▸ **What is required**: In the entries below, filter for the word "from" and copy every matching line.

_ _ _ _ _

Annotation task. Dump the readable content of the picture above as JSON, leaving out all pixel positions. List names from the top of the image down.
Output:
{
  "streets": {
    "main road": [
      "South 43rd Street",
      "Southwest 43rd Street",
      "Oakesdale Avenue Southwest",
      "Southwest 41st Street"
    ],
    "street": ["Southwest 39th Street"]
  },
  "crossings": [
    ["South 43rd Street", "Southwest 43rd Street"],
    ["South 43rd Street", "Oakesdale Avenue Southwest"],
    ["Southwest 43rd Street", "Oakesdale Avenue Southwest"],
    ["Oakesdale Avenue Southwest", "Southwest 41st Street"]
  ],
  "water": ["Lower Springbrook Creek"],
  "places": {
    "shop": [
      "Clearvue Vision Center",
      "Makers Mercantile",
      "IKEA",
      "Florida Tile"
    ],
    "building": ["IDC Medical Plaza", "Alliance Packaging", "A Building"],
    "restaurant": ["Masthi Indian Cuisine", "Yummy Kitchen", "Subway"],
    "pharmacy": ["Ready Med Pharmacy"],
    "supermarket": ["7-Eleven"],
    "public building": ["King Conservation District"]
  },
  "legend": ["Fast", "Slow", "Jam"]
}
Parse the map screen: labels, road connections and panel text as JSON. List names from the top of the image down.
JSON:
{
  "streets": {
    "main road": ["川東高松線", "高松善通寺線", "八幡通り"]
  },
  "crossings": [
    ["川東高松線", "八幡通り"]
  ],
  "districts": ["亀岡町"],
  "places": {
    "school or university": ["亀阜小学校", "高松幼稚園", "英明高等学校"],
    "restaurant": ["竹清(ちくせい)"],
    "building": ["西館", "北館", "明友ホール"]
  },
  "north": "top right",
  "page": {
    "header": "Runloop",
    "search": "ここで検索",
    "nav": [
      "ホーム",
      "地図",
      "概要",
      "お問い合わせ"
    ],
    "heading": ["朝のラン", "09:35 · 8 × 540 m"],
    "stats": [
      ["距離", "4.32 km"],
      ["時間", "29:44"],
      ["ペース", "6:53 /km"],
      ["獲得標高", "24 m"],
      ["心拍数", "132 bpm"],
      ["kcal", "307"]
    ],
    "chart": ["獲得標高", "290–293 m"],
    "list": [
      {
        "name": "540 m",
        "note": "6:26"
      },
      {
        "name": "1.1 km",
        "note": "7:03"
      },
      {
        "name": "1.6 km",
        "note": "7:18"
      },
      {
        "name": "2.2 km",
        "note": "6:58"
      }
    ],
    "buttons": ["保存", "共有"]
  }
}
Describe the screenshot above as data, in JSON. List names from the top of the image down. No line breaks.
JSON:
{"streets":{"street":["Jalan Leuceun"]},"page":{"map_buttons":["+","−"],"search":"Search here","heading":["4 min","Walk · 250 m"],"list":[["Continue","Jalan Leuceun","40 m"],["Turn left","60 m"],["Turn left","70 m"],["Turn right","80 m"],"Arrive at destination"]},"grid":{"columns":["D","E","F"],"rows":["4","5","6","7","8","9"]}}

_ _ _ _ _

▸ **Task response**:
Annotation task. Dump the readable content of the picture above as JSON, leaving out all pixel positions. List names from the top of the image down.
Parse the map screen: labels, road connections and panel text as JSON. List names from the top of the image down.
Describe the screenshot above as data, in JSON. List names from the top of the image down. No line breaks.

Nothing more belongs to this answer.